**Problem description**
Print a faithful copy of the data below, word for word, with the pictures left out.

**Stored data**
========
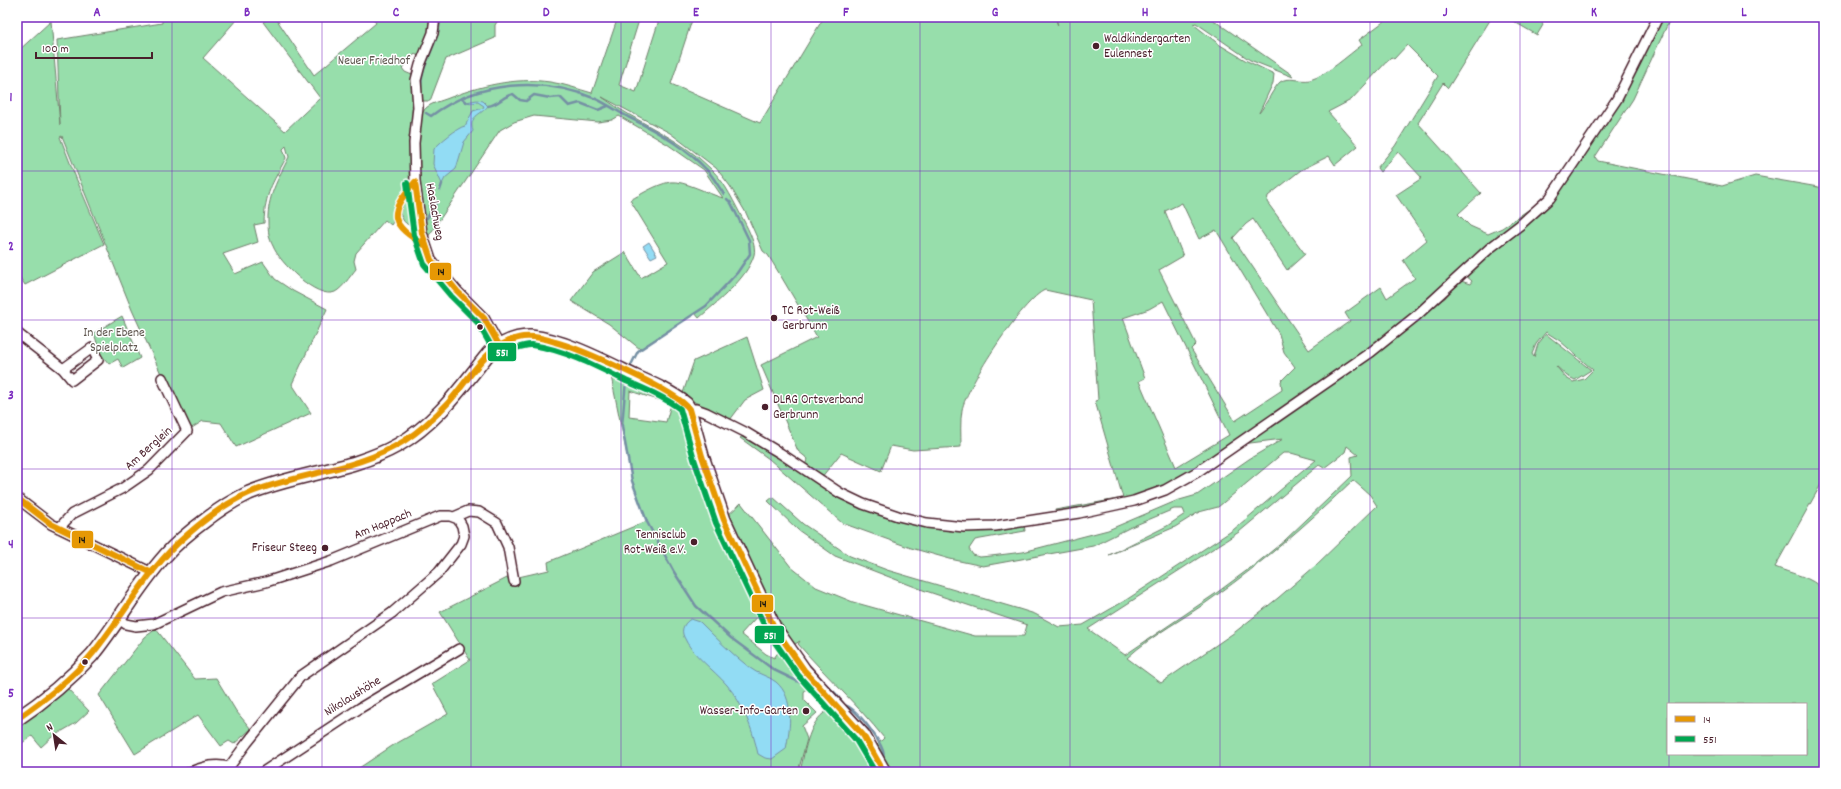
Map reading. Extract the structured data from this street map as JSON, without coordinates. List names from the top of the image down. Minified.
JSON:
{"streets":{"street":["Haslachweg","Am Berglein","Am Happach","Nikolaushöhe"]},"parks":["Neuer Friedhof","In der Ebene Spielplatz"],"places":["Waldkindergarten Eulennest","TC Rot-Weiß Gerbrunn","DLRG Ortsverband Gerbrunn","Tennisclub Rot-Weiß e.V.","Friseur Steeg","Wasser-Info-Garten"],"lines":["transit line 14","transit line 551"],"legend":["14","551"],"scale_bar":"100 m","north":"top left","grid":{"columns":["A","B","C","D","E","F","G","H","I","J","K","L"],"rows":["1","2","3","4","5"]}}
========
**The answer**
Map reading. Extract the structured data from this street map as JSON, without coordinates. List names from the top of the image down. Minified.
JSON:
{"streets":{"street":["Haslachweg","Am Berglein","Am Happach","Nikolaushöhe"]},"parks":["Neuer Friedhof","In der Ebene Spielplatz"],"places":["Waldkindergarten Eulennest","TC Rot-Weiß Gerbrunn","DLRG Ortsverband Gerbrunn","Tennisclub Rot-Weiß e.V.","Friseur Steeg","Wasser-Info-Garten"],"lines":["transit line 14","transit line 551"],"legend":["14","551"],"scale_bar":"100 m","north":"top left","grid":{"columns":["A","B","C","D","E","F","G","H","I","J","K","L"],"rows":["1","2","3","4","5"]}}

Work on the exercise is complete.